AMD Radeon R9 Fury X 4 GB Review

Performance Summary »

Fan Noise

In past years, gamers would accept everything for a little bit more performance. Nowadays, users are more aware of their graphics card's fan noise and power consumption.

In order to properly test the fan noise a card emits, we use a Bruel & Kjaer 2236 sound-level meter (~$4,000). It has the measurement range and the accuracy we are looking for.

Fan Noise Measurement Setup

The tested graphics card is installed in a system that does not emit any noise on its own, using a passive PSU, passive CPU cooler, passive cooling on the motherboard, and a solid state drive. Noise results of other cards on this page are measurements of the respective reference design.

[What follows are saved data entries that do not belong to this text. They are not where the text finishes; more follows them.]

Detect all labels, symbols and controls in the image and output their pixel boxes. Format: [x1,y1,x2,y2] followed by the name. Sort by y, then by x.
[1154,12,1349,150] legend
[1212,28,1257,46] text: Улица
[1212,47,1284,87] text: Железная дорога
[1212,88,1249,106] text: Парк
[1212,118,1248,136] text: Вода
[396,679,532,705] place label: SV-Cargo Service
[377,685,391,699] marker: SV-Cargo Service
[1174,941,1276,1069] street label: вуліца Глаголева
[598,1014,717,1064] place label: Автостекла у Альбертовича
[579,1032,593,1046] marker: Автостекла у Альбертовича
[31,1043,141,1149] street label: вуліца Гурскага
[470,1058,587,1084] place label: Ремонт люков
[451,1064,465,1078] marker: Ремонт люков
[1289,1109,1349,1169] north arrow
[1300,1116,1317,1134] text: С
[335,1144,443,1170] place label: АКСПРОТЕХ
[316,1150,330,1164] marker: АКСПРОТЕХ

This setup allows us to eliminate secondary noise sources and test only the video card. To be more compliant with standards like DIN 45635 (we are not claiming to be fully DIN 45635 certified), the measurement is conducted at a distance of 100 cm and 160 cm off the floor. Ambient background noise inside the room was well below 20 dBA for all measurements. Please note that the dBA scale is not linear but logarithmic. 40 dBA is not twice as loud as 20 dBA, as a 6 dBA increase results in double the sound pressure. The human hearing perception is a bit different, and it is generally accepted that a 10 dBA increase doubles the perceived sound level. 3D load noise levels are tested with a stressful game, not with Furmark.
AMD's choice for a watercooling solution definitely pays off in gaming noise levels. Idle fan noise is a bit high, though, which is mostly because of the pump that emits a permanent high-pitched whine that tends to get quite distracting after a while. You do get used to it after quite some time, but you'll hate it every time you turn on your PC, which is when it stands out the most.

Unlike recent cards from NVIDIA, neither the fan or the pump turn off in idle.

In gaming, noise levels are very good, much lower than competing reference designs from NVIDIA. However, I expect custom GTX 980 Ti variants from MSI and ASUS to reach similar or lower noise levels with a traditional fan.

During gaming, I've noticed some coil noise coming from the card, dependent on the framerate. It's not as bad as with the HD 7990, but isn't unnoticeable either.

The fan is very well-engineered and exceptionally quiet; it actually is quieter than the pump and the coil noise.